AZD1222 (Vaxzevria) — Vaccine Atlas

Vaccine Atlas · Viral Vector · ChAdOx1

AZD1222 (Vaxzevria / Covishield)

Platform: Non-replicating chimpanzee adenovirus vector | Route: Intramuscular | Developer: University of Oxford / AstraZeneca

Non-replicating chimpanzee adenovirus (ChAdOx1) carrying the SARS-CoV-2 full-length spike gene. Its 2–8°C cold chain enabled COVAX deployment at a scale no mRNA vaccine could match in 2021. A rare but mechanistically important VITT safety signal emerged post-authorization. Manufactured as Covishield by the Serum Institute of India — the most widely administered COVID-19 vaccine in history by dose count.

Vaxzevria Covishield ChAdOx1-S ChAdOx1 nCoV-19 AZD1222

Overview

AZD1222 was developed at the Jenner Institute, University of Oxford, and co-developed with AstraZeneca for large-scale manufacturing. Its first Emergency Use Listing from the WHO came on February 15, 2021, preceded by the UK MHRA (January 4, 2021) and EMA (January 29, 2021). It was never authorized by the FDA. The vaccine uses a replication-deficient chimpanzee adenovirus (ChAdOx1, derived from the Y25 strain) to deliver the SARS-CoV-2 spike gene. The use of a chimpanzee rather than human adenovirus serotype was deliberate: pre-existing immunity to ChAdOx1 is rare in humans, unlike human Ad5 (seroprevalence >50% in many populations), which would blunt immunogenicity.

The vaccine's defining logistical advantage — refrigerator stability at 2–8°C with a 6-month shelf life — made it the backbone of COVAX's 2021 rollout.
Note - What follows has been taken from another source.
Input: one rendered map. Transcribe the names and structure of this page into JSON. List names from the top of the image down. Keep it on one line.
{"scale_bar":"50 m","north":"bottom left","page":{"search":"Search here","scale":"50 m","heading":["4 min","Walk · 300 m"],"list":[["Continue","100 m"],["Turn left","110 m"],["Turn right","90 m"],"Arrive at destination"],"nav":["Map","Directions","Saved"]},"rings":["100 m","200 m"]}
The Serum Institute of India produced over 1.5 billion doses as Covishield, supplying the majority of low- and middle-income countries that received COVID-19 vaccines through multilateral mechanisms. Fiocruz (Brazil) and SK Bioscience (South Korea) handled regional supply chains.

In April–May 2021, post-authorization surveillance identified VITT (vaccine-induced immune thrombocytopenia and thrombosis) — a rare PF4-antibody-mediated syndrome causing thrombosis at unusual anatomical sites (cerebral venous sinus, portal/splanchnic veins) combined with thrombocytopenia. Occurring at approximately 1–3 per 100,000 doses, VITT prompted several European countries and Canada to restrict AZD1222 to older age groups, where the COVID-19 mortality risk outweighs the VITT hazard more clearly than in younger adults.

Platform & Antigen Design

ChAdOx1 Vector Architecture

  ChAdOx1 adenovirus backbone (Y25 chimpanzee adenovirus)
     E1 deletion ─── prevents replication in human cells
     E3 deletion ─── removes immune evasion genes / creates insert space
          │
          └─ Transgene: full-length SARS-CoV-2 spike
               CMV promoter (ubiquitous high-level expression)
               tPA leader sequence (efficient surface secretion)
               No prefusion-stabilizing 2P mutations

  IM injection → ChAdOx1 infects muscle cells + APCs at injection site
          │
          ├─ Spike mRNA transcribed → spike expressed on cell surface
          │
          ├─ Adenovirus PAMPs → TLR2/4/9 → NF-κB → DC maturation
          │    (intrinsic adjuvanting; no exogenous adjuvant required)
          │
          ├─ DCs → draining lymph node
          │    MHC II: spike peptides → CD4⁺ Th1 priming
          │    MHC I:  spike peptides → CD8⁺ CTL priming (cytoplasmic delivery)
          │
          └─ Germinal center → anti-spike IgG + memory B cells + memory T cells

Vector entry: ChAdOx1 enters cells via CAR/CD46 receptors; rare pre-existing immunity ensures efficient infection and antigen expression before immune clearance.
Spike transcription: CMV promoter drives immediate high-level spike mRNA production; tPA signal peptide boosts surface display and extracellular secretion for B-cell receptor engagement.
Innate activation: Adenovirus capsid proteins activate TLR2, TLR4, and TLR9 — producing DC maturation signals (IL-12, IFN-β, TNF-α) that amplify adaptive immune responses without exogenous adjuvant.
MHC I loading: Cytoplasmic spike peptides load MHC I molecules on infected cells, priming CD8&sup+ cytotoxic T lymphocytes — a key advantage over protein subunit vaccines.
Dose interval effect: 8–12 week spacing between doses markedly increases antibody titers and T-cell responses vs. 4-week interval, via longer germinal center maturation and higher-affinity B-cell selection.

Immunogenicity

Humoral Response

Anti-spike IgG peaks ~28 days post-dose 2. 8–12-week interval produces substantially higher neutralizing titers than 4-week interval. Titers ~2–4× lower than mRNA vaccines but robustly protective against severe disease and hospitalization.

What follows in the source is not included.